Make Butter Two Ways
In this simple science experiment, kids make butter while exploring liquids, solids and the properties of milk.
Simple explanation: churning (or shaking) causes cream (a liquid) to separate into butter (a solid) and buttermilk (a liquid).
Detailed explanation: Cream is mixture of solid butterfat suspended in liquid buttermilk. When shaken, air is trapped in the cream and bubbles form; this creates whipped cream. If you keep shaking, the tiny bubbles eventually begin to pop, and the fat solids begin to stick together in clumps and separate from the liquid buttermilk. This process is called “churning” and has been around for thousands of years.
In the old days, a cow would be milked, then the milk would be strained, poured into a can and stored in cool water (for example, in a well or river). After several hours, the cream would rise to the top. The cream would be skimmed off (leaving behind “skim milk”), then allowed to become warm and slightly sour. It would then be churned into butter. The butter was washed, and sometimes combined with salt to preserve its freshness. The leftover buttermilk was used for drinking or baking. The leftover skim milk was fed to the livestock or made into cottage cheese.
What other products are also made from milk?
Cream is an example of a "colloid." Colloids are liquids that contain tiny solids, drops of other liquids, or gas bubbles that are so evenly spread out and so well mixed-in that they don't settle to the bottom, float to the top or otherwise separate out unless forced to. Other examples are shaving cream and mousse.
Safety Notes
Be careful to supervise little ones if using glass jars.
Materials
- Heavy cream, slightly warmed - 1/4+ cup per student
- Clean glass jar with lid - 1 of this item per student
- Marble (optional) - 1 of this item per student
- Spatula or wooden spoon - 1 of this item per class
- Bowl - 1 of this item per class
- Blender (optional) - 1 of this item per class
Instructions
Fill clean glass jar about 3/4 full with heavy cream. You will get butter faster if the cream is slightly warmed (not straight from the fridge) and if you add a marble to the jar to help churn the cream.
You will need to shake the jar about 10 minutes, depending on how hard and how consistently you are shaking it. (With little ones, note that this could take up to 20 minutes unless an adult is helping to shake.)
Whipped cream will form very quickly; eventually you will notice that the sloshing in the jar stops completely and the marble all but stops moving. This is the point when you will be tempted to stop shaking. You could, because the liquid cream will now be a tasty solid that looks and tastes a lot like whipped butter. But if you want to get to the point where the butter fat solids actually separate from the butter milk, you've got to keep on shaking! This separation will happen very quickly -- you will notice a foamy thin liquid forming around solid yellowish chunks. The chunks are the butter. the liquid is buttermilk.
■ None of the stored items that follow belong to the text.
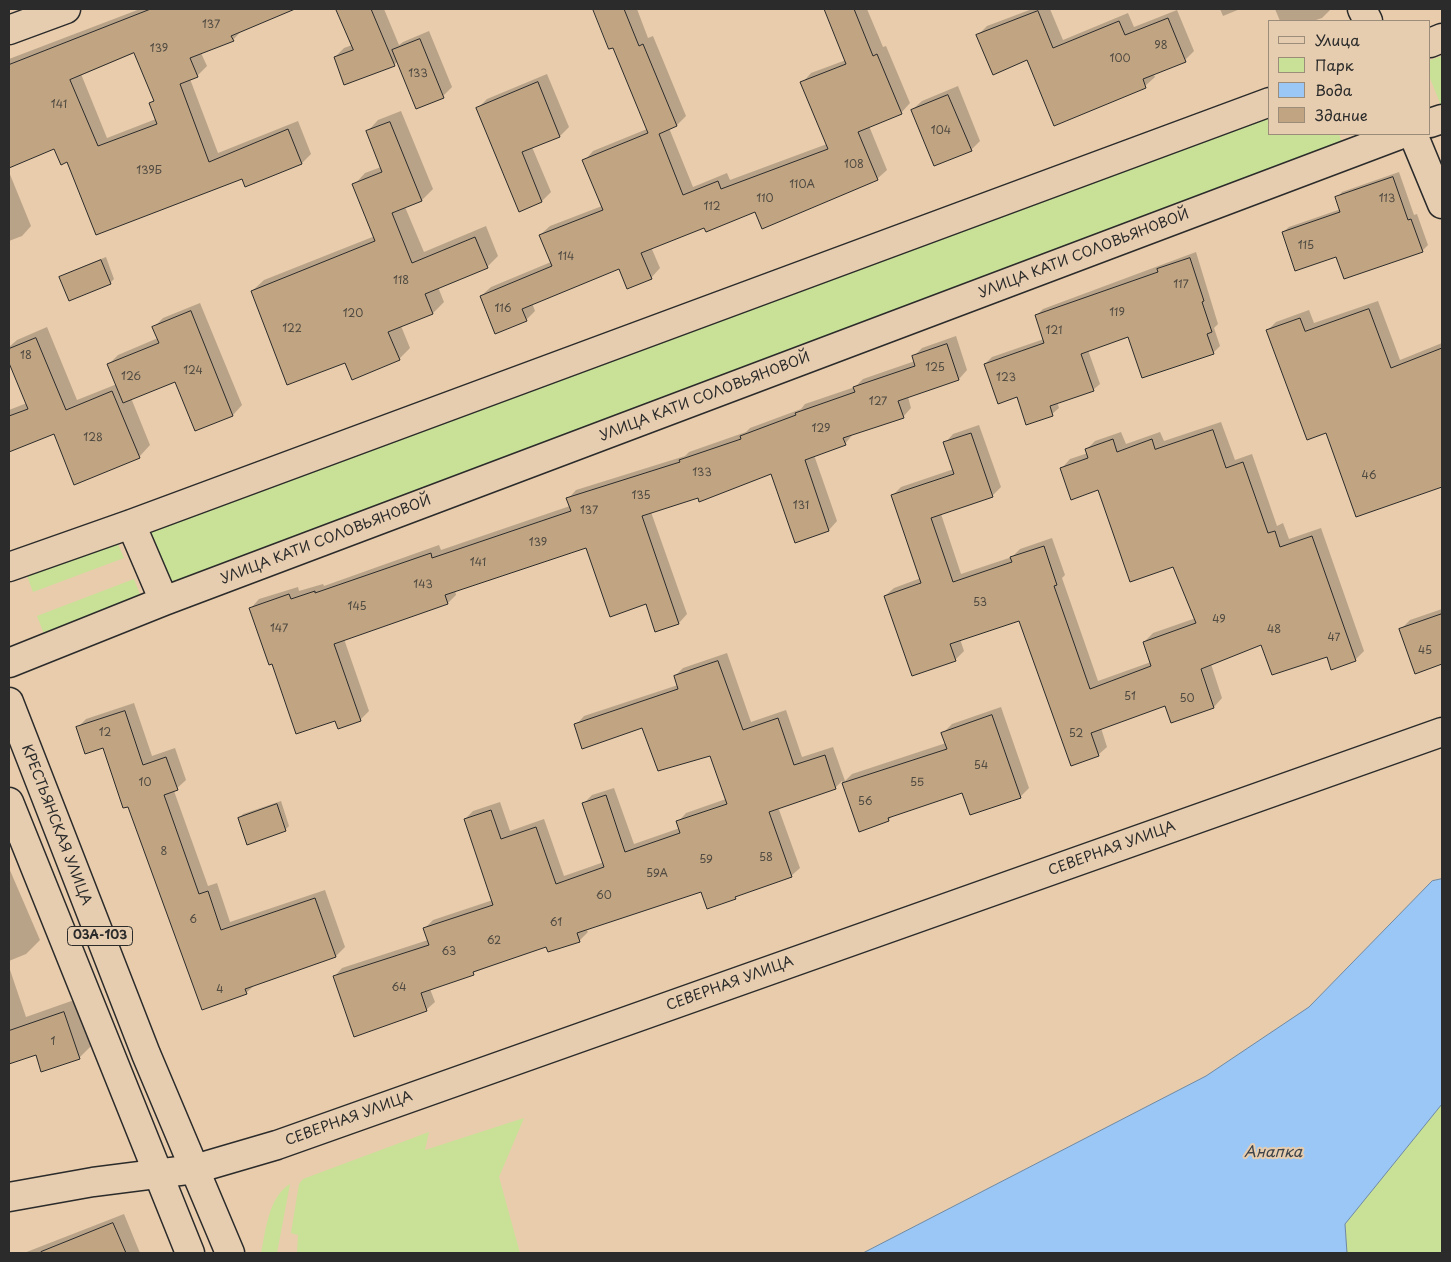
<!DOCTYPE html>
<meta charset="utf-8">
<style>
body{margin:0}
#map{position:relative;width:1451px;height:1262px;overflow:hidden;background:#e8ccab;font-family:"Playpen Sans",sans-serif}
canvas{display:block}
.frame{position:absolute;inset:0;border:10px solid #2b2b2b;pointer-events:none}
.legend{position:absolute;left:1268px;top:20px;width:162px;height:115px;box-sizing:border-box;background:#e7cdaf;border:1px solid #9c8c7a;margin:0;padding:6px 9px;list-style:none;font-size:15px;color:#2b2b2b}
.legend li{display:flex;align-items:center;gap:10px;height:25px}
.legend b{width:25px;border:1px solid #9c8c7a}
</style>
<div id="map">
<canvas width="1451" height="1262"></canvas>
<div class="frame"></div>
<ul class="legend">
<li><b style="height:6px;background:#e7cdaf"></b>Улица</li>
<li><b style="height:14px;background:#c8e197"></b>Парк</li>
<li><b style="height:14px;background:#9ac7f5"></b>Вода</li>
<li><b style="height:14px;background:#c1a583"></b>Здание</li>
</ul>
</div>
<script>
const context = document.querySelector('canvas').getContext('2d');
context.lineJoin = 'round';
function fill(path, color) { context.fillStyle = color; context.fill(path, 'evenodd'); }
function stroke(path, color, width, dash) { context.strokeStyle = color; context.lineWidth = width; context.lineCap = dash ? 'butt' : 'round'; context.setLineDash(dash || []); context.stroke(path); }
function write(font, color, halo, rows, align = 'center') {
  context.font = font + ' "Playpen Sans",sans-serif'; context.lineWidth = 4; context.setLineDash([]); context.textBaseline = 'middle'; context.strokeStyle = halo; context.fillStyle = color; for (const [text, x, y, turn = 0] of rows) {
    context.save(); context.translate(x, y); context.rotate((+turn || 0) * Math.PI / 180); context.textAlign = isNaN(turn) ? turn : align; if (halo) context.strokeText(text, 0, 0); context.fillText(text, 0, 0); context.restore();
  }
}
const green = new Path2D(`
 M1442,56V108L1430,78V60Z
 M1270,111V134H1339L1343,146L170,589L149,530Z
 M116,540L124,558L33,592L26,573Z
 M134,579L141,597L44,634L37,616Z
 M1442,1104V1253H1347L1345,1224Z
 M524,1118L499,1177L520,1253H297L298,1235L291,1233L299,1184L303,1179L429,1132L425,1150Z
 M290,1184L277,1253H261C266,1230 268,1198 290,1184Z`);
const water = new Path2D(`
 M1442,879V1104L1345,1224L1347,1253H863L1206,1076L1309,1007L1432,881Z`);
const shadow = new Path2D(`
 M140,9H294L242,30L233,40L201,53L207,66L197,76L190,79L218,153L298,121L311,154L302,163L243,178L68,161L55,148L9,167V59ZM135,51L154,100L150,104L156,119L107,138L81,74Z
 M338,9H384L399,45L403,42L429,31L452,87L443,96L398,61L394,65L335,57L344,48L352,45Z
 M594,9H637L648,38L653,36L686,116L677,125L669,128L693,187L727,173L730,180L827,144L802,83L811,73L846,60L827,12L830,9H867L883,47L886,46L910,103L901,113L869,126L887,170L877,179L705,226L651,247L660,268L651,278L620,267L532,303L535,311L526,320L481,296L491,287L551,262L540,235L550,226L602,206L584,161L593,151L647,129L614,46L610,48Z
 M1032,9H1050L1063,40L1128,13L1134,27L1177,10L1194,51L1185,60L1153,73L1155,77L1145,86L1028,59L978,35L987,26Z
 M1220,9H1240L1223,16Z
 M1275,9H1331L1322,18L1313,21H1280Z
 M547,74L569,127L560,136L532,147L551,192L542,201L520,210L478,108L487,99Z
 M958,86L980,141L971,150L912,110L922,101Z
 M401,111L433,189L422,200L405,207L424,252L486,226L498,256L487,267L438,287L444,302L433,313L401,326L410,348L399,359L346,361L252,291L264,280L375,236L354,185L365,173L381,167L367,132L378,120Z
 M9,172L31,226L22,236L9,241Z
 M1399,172L1414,215L1417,214L1428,245L1422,251L1337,256L1283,232L1289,227L1341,209L1337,198L1342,192Z
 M1196,252L1218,324L1214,328L1220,346L1213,353L1129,336L1088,350L1100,384L1093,390L1057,402L1059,408L1052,414L1018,396L985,364L992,357L1044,339L1036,316L1043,309Z
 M106,257L114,279L110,283L60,278L65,274Z
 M1378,301L1400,360L1442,343V481L1412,491L1327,432L1268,330L1276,322L1309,310L1314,323Z
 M200,303L242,405L233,415L196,430L175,380L131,398L150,445L139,457L54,432L9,450V410L27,403L9,360V347L17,340L47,327L77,400L117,384L109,364L118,355L158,338L154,327L163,318Z
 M956,336L967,370L959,379L908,397L911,408L903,417L853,434L845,444L814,455L837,521L829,530L772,472L651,512L687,614L679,623L656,630L646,602L586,546L455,590L456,595L448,603L344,639L369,711L360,720L336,719L273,662L251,608L259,599L298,587L299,591L323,584L324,586L439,545L441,550L570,506L568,499L576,490L685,456L689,452L746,432L750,428L801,409L805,404L855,387L863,379L915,361L913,357L922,348Z
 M1221,422L1235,460L1252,454L1277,526L1283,523L1289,539L1321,528L1364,651L1355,660L1262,643L1211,664L1222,698L1214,707L1172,721L1166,705L1101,728L1107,747L1098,755L1020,619L960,639L964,651L955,660L885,596L894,588L921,578L892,496L901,487L954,469L945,443L953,434L979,425L1001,487L992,496L941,514L961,574L1012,557L1020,549L1052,538L1065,575L1062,578L1098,681L1151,662L1144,642L1153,633L1196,618L1173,565L1099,488L1062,468L1070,459L1088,453L1087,449L1095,441L1121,432L1126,444L1160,432L1164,441Z
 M1442,609V663L1416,672L1401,629L1410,620Z
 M727,653L751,722L786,710L802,757L833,747L845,781L852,774L946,743L943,733L952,724L1001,707L1029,788L1020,797L963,791L894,815L888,820L859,830L842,781L836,787L778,807L800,868L791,876L740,894L735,898L701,890L586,929L588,932L579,941L547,945L430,989L435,1002L426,1010L334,977L342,968L428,940L425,928L433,920L493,900L465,819L473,811L500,802L510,831L544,819L564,876L604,862L584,803L592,795L614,788L634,844L680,828L678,822L686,813L726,799L711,754L643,726L576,725L584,716L678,685L675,676L683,668Z
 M134,703L152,756L175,748L186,780L174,791L208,886L217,883L230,922L325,890L345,947L336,956L256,984L246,993L129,805L103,747L77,728L86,719Z
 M281,801L289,826L285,830L239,818L243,814Z
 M9,868L40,940L26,954L9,961Z
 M9,967L26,1017L77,999L93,1044L79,1058L37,1054L9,1063Z
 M124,1214L140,1253H24Z`);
const building = new Path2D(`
 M151,9H295L231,36L234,41L190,58L198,77L180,84L209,162L288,129L302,164L245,187L242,179L96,235L67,162L61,165L54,149L9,168V65ZM134,53L154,101L149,103L157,124L98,146L70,80Z
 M336,9H371L395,66L344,85L334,57L353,50Z
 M593,9H624L639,46L643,44L677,126L659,134L683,195L718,181L721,189L828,149L800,82L846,64L824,9H854L873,56L877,54L902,114L858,132L878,180L762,229L755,212L706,232L704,228L641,253L652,279L627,289L619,269L522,309L527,321L495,334L480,296L552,266L539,235L603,210L582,160L648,133L613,48L609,49Z
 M1038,11L1053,48L1119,21L1125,35L1168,18L1186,62L1143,79L1146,88L1054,126L1027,60L993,75L976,35Z
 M420,39L444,98L416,109L392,50Z
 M538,82L560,137L522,152L542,202L519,212L476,108Z
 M948,95L972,151L934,166L911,110Z
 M390,122L422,201L392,213L412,263L475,237L488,268L425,294L433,314L388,332L400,360L352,380L345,363L287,385L251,291L375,241L352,184L382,172L366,131Z
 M1393,177L1408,220L1411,219L1423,252L1344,279L1336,257L1295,271L1282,232L1340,212L1335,197Z
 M1190,258L1204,301L1202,302L1212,332L1207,334L1214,354L1142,378L1128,337L1081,354L1094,391L1050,406L1053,416L1026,425L1017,397L998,404L984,364L1044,343L1035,315L1158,272L1157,269Z
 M101,260L111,284L69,301L59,277Z
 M1369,309L1391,368L1442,348V487L1356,517L1326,433L1307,440L1266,330L1300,318L1305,331Z
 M191,311L233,416L195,431L175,382L123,403L107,364L159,343L152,327Z
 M36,338L66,410L112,391L140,458L74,485L54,434L9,452V416L28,409L9,363V349Z
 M947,344L959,380L898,401L904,418L843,438L846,445L805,460L829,531L795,543L771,474L699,502L698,498L642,516L679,624L655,632L646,604L610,617L586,548L445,595L448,604L334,644L361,721L338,729L335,721L296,734L272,664L269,665L249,608L289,594L291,599L315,591V593L431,553L432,558L571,511L566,498L680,462L679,460L741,439L740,436L796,415L795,413L855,392L853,387L915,366L912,356Z
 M1213,430L1226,468L1243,462L1268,533L1275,531L1280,547L1312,536L1356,661L1331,670L1327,657L1272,675L1261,645L1201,669L1214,708L1171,723L1165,706L1091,733L1099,756L1071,766L1019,621L950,644L956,661L912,676L884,596L921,583L891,495L954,474L943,442L971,433L993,497L931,518L953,582L1012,562L1010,557L1044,546L1057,585L1054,586L1090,689L1151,666L1143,642L1196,623L1173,567L1130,582L1098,490L1071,500L1060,468L1088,458L1085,449L1113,439L1117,452L1152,439L1155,449Z
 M1442,614V664L1415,674L1399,629Z
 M718,661L743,730L778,718L794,765L825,755L836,789L769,812L792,877L735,897L736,899L707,909L701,892L577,933L580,942L548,952L546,947L473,972L474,975L421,993L427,1011L354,1037L333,976L429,945L423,928L493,905L464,819L491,810L501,839L536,827L556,884L604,867L582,803L606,795L625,852L680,833L676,821L727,804L710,756L658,771L642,728L582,749L574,724L678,689L674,676Z
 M125,711L143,765L166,757L178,790L164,795L199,894L208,891L221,930L315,898L336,957L245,989L247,994L202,1010L128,807L123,808L103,748L85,754L76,727Z
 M992,715L1021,798L970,815L962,793L888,818L889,821L859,832L842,783L947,749L941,733Z
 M277,804L286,831L247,845L238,818Z
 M64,1012L80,1059L41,1072L36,1055L9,1064V1031Z
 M113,1223L126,1253H41V1252Z`);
const minor = new Path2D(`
 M1362,9L1368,21
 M9,30L66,9
 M1430,43L1442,38
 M1430,123L1442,119
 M1413,134L1442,204
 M131,524L164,601
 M9,567L131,524L1270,102
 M9,663L164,601L1402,134
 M9,1197L93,1182L195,1169L277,1145L1442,732`);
const major = new Path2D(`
 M9,702L146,1054L230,1253
 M9,802L190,1253`);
const numberNames = [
 ["137",211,25],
 ["98",1161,46],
 ["139",159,49],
 ["100",1120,59],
 ["133",418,74],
 ["141",59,105],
 ["104",941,131],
 ["108",854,165],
 ["139Б",149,171],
 ["110А",802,185],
 ["110",765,199],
 ["113",1387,199],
 ["112",712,207],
 ["115",1306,246],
 ["114",566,257],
 ["118",401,281],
 ["117",1181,285],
 ["116",503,309],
 ["119",1117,313],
 ["120",353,314],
 ["122",292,329],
 ["121",1054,331],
 ["18",26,356],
 ["125",935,368],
 ["124",193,371],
 ["126",131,377],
 ["123",1006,378],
 ["127",878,402],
 ["129",821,429],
 ["128",93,438],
 ["133",702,473],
 ["46",1369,476],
 ["135",641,496],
 ["131",801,506],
 ["137",589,511],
 ["139",538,543],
 ["141",478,563],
 ["143",423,585],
 ["53",980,603],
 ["145",357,607],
 ["49",1219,620],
 ["147",279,629],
 ["48",1274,630],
 ["47",1334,638],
 ["45",1425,651],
 ["51",1130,697],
 ["50",1187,699],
 ["12",105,733],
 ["52",1076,734],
 ["54",981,766],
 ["10",145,783],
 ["55",917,783],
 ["56",865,802],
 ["8",164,852],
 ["58",766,858],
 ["59",706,860],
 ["59А",657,874],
 ["60",604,896],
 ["6",193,920],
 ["61",556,923],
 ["62",494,941],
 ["63",449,952],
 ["64",399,988],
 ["4",220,990],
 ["1",53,1042]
];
const shields = [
 [100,936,65]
];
const shieldNames = [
 ["03А-103",100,936]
];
const streetNames = [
 ["УЛИЦА КАТИ СОЛОВЬЯНОВОЙ",1084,254,-21],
 ["УЛИЦА КАТИ СОЛОВЬЯНОВОЙ",705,397,-21],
 ["УЛИЦА КАТИ СОЛОВЬЯНОВОЙ",326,540,-21],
 ["КРЕСТЬЯНСКАЯ УЛИЦА",56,825,69],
 ["СЕВЕРНАЯ УЛИЦА",1112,849,-20],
 ["СЕВЕРНАЯ УЛИЦА",730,984,-20],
 ["СЕВЕРНАЯ УЛИЦА",349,1119,-20]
];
const waterNames = [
 ["Анапка",1273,1153]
];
fill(green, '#c8e197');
fill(water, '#9ac7f5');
stroke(water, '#6e89a4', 1);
fill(shadow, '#0003');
fill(building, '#c1a583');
stroke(building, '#2b2b2b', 1);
stroke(minor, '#2b2b2b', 31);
stroke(major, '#2b2b2b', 31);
stroke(minor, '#e7cdaf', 28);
stroke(major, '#e7cdaf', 28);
write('11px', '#504a41', null, numberNames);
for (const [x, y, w] of shields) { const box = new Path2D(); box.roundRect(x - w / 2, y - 9.5, w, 19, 4); context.fillStyle = '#e7cdaf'; context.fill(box); stroke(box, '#2b2b2b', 1); }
write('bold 12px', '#2b2b2b', null, shieldNames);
write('14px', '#2b2b2b', '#e7cdaf', streetNames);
write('italic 15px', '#3c4249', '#e7cdaf', waterNames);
</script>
Strain the buttermilk off if you want to use it for cooking, then place the butter solids in a bowl and begin pressing them with a spatula or wooden spoon. Keep pressing and draining the excess buttermilk until no more liquid comes out. Now add salt to taste (salt can be used as a preservative, but you don't need it) and form the butter into a mound. Spread some onto a piece of bread and enjoy!
If you are doing this with a class, especially with young kids, it is best to let the students work in teams so one student isn't shaking the jar the entire time.
If you have trouble getting the butter solids to separate out, it could be because:
- The cream you used didn't have enough fat. Heavy cream works the best.
- The cream was too cold. Warmer cream will separate out faster.
- You didn't shake hard enough or long enough. Adding a marble definitely speeds things up!
If you want to demonstrate how butter can be made more quickly, or differently, you do this activity in a blender in just a few minutes.
This activity is a great companion to lessons on barnyard animals, liquids and solids, phase changes, and the wide range of milk products (yogurt, milk, cheese, whipped cream, ice cream, etc.).